Spiking neural networks (SNNs) offer an inherent ability to process spatial-temporal data, or in other words, realworld sensory data, but suffer from the difficulty of training high accuracy models. A major thread of research on SNNs is on converting a pre-trained convolutional neural network (CNN) to an SNN of the same structure. State-of-the-art conversion methods are approaching the accuracy limit, i.e., the near-zero accuracy loss of SNN against the original CNN. However, we note that this is made possible only when significantly more energy is consumed to process an input. In this paper, we argue that this trend of "energy for accuracy" is not necessary -- a little energy can go a long way to achieve the near-zero accuracy loss. Specifically, we propose a novel CNN-to-SNN conversion method that is able to use a reasonably short spike train (e.g., 256 timesteps for CIFAR10 images) to achieve the near-zero accuracy loss.
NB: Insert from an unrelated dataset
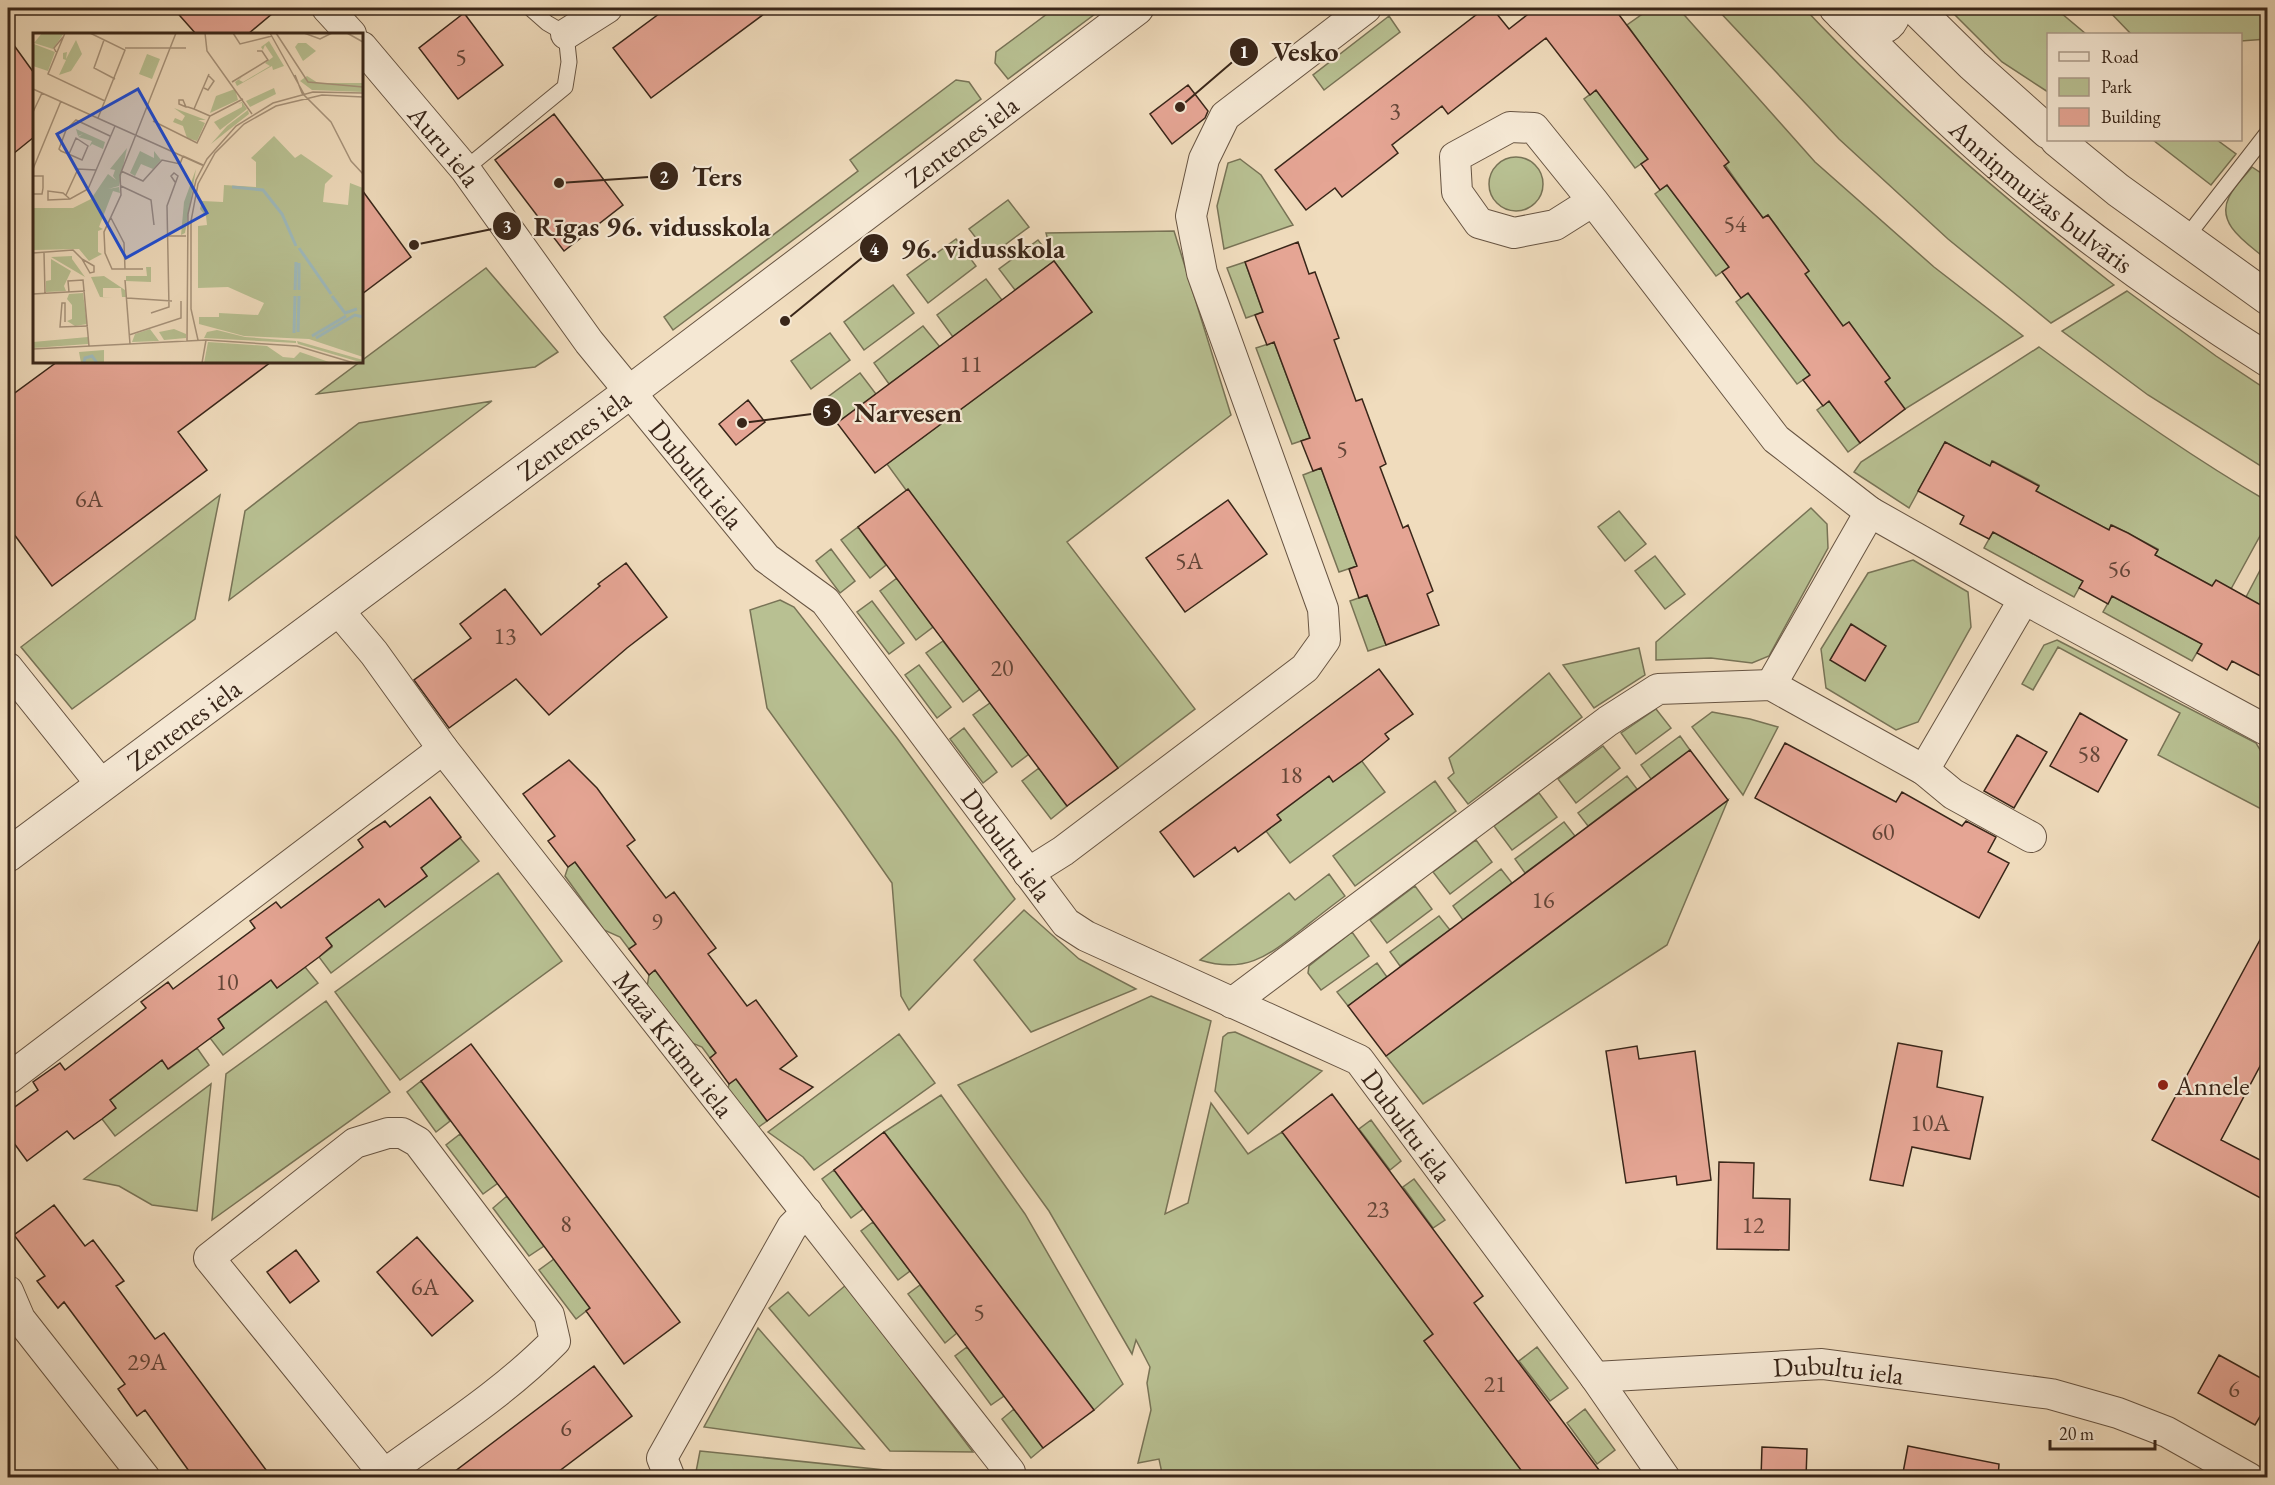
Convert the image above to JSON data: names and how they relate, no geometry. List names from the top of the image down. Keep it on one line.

The new conversion method, named as explicit current control (ECC), contains three techniques (current normalisation, thresholding for residual elimination, and consistency maintenance for batch-normalisation), in order to explicitly control the currents flowing through the SNN when processing inputs. We implement ECC into a tool nicknamed SpKeras, which can conveniently import Keras CNN models and convert them into SNNs. We conduct an extensive set of experiments with the tool -- working with VGG16 and various datasets such as CIFAR10 and CIFAR100 -- and compare with state-of-the-art conversion methods. Results show that ECC is a promising method that can optimise over energy consumption and accuracy loss simultaneously.